__Work item__.
Let the line containing "<div><b>12:07</b><p>Arrival</p></div>" serve as the first line of the answer and the final line of the entries as its last, with every line between copied exactly.

__Task material__.
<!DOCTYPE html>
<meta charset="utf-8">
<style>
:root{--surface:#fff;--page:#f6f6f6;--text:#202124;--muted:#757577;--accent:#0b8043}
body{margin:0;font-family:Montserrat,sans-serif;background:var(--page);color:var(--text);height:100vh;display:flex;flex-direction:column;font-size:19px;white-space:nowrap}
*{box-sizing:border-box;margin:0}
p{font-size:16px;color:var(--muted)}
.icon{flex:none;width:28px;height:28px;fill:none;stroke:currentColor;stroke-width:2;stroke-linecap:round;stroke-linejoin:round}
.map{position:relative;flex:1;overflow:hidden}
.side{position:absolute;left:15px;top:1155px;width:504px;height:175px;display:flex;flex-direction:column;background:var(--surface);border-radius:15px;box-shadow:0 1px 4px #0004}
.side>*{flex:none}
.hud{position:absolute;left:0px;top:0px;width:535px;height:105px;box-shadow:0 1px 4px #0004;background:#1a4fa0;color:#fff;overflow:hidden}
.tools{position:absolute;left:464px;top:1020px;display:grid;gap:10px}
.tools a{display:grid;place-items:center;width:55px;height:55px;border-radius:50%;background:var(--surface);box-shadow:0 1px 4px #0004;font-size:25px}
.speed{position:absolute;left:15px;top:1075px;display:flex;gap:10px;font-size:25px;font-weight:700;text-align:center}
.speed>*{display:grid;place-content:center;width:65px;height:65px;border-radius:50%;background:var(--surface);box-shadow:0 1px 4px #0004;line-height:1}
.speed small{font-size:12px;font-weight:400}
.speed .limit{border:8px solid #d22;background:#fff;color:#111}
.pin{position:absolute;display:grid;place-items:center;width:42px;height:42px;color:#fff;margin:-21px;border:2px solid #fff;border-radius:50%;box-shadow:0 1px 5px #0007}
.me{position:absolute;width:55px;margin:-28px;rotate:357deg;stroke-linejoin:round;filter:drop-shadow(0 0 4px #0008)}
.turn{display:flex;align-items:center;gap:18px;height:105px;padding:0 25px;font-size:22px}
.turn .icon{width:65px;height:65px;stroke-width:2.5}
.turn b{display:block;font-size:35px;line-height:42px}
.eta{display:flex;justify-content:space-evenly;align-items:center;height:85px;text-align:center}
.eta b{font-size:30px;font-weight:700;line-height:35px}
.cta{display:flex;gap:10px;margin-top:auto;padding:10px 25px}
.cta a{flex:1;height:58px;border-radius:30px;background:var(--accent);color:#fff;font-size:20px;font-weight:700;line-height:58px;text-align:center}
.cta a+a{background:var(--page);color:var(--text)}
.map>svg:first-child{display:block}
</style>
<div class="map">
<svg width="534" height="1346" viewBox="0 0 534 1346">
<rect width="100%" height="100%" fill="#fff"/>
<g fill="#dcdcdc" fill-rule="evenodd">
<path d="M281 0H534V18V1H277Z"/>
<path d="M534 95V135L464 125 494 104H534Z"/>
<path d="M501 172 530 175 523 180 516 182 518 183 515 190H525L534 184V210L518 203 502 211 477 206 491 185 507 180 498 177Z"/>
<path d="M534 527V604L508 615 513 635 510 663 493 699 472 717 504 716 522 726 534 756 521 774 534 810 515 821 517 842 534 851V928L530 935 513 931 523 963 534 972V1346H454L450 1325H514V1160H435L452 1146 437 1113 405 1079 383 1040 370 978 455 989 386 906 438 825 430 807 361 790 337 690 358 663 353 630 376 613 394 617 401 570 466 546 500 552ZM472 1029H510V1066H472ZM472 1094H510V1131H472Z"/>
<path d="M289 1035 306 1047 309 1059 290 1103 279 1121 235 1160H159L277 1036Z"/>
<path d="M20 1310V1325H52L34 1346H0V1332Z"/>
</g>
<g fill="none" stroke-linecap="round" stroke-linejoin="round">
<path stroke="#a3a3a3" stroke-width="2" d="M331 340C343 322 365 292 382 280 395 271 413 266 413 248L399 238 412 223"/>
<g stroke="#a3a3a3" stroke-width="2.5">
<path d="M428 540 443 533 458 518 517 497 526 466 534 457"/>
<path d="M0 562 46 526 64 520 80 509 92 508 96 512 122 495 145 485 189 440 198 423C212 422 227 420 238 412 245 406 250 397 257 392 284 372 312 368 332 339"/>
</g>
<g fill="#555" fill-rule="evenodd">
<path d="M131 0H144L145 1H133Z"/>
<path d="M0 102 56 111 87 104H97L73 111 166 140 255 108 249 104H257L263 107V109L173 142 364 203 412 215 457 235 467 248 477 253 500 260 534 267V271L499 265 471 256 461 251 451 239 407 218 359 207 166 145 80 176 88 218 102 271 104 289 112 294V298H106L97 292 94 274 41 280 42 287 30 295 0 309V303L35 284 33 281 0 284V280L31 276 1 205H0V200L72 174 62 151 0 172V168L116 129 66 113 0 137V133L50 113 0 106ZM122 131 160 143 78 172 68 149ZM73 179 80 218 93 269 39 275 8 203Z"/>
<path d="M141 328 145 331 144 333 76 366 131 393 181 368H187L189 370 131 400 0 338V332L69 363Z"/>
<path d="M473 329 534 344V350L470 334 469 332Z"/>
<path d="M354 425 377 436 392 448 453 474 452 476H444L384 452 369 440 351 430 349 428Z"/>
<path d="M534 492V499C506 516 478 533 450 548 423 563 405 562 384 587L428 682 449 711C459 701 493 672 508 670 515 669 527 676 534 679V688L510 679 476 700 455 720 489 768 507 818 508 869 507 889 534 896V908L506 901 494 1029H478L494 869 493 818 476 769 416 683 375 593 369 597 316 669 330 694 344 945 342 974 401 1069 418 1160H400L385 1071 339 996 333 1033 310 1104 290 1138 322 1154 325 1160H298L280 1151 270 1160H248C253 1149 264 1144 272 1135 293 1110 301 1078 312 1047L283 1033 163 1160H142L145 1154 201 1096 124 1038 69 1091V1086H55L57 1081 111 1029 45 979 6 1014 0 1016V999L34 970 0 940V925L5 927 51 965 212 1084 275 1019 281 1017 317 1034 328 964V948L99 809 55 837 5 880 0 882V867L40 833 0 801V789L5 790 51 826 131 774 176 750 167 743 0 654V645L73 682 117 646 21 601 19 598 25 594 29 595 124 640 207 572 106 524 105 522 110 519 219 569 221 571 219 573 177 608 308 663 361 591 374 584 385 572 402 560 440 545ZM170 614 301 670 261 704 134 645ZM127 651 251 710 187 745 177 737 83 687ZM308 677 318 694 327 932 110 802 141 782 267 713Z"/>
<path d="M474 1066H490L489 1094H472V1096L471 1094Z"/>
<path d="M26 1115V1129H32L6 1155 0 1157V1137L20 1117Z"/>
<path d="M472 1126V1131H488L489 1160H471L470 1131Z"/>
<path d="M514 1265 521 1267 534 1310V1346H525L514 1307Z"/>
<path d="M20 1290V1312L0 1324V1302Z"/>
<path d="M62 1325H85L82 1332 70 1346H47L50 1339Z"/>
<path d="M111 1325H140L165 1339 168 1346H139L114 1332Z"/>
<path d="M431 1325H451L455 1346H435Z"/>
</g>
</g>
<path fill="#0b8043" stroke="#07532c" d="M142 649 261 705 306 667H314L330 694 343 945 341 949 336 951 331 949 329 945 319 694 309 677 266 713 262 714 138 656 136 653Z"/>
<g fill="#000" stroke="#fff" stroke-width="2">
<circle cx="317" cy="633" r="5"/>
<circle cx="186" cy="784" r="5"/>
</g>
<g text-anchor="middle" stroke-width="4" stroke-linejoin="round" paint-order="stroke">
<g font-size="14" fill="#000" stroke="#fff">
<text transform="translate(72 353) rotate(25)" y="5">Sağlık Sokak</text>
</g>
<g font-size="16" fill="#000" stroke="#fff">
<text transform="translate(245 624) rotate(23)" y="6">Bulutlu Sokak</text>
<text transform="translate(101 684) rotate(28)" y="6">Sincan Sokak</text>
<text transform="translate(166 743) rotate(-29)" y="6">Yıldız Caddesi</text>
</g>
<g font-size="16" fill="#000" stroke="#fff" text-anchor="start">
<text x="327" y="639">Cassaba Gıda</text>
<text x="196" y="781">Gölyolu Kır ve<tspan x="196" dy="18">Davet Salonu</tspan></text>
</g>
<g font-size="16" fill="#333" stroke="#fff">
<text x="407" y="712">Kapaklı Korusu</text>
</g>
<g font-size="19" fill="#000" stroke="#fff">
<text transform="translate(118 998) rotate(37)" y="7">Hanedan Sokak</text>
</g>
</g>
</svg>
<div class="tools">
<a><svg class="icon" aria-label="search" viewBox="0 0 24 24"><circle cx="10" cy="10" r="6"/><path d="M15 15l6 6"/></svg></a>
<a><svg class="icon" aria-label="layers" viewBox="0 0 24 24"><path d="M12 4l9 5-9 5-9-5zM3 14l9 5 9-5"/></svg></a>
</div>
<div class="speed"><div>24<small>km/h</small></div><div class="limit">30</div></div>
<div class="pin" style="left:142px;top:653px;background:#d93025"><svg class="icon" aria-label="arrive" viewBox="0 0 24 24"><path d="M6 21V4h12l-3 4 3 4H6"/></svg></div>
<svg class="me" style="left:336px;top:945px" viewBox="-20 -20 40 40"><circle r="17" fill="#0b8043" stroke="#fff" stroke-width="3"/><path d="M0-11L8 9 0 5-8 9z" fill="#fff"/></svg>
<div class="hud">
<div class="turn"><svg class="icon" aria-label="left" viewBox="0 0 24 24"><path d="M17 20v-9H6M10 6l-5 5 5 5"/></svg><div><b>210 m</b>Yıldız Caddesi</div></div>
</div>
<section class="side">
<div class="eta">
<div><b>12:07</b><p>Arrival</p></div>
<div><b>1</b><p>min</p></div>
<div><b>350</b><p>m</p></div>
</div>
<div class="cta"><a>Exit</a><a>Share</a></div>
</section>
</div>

__Answer__.
<div><b>12:07</b><p>Arrival</p></div>
<div><b>1</b><p>min</p></div>
<div><b>350</b><p>m</p></div>
</div>
<div class="cta"><a>Exit</a><a>Share</a></div>
</section>
</div>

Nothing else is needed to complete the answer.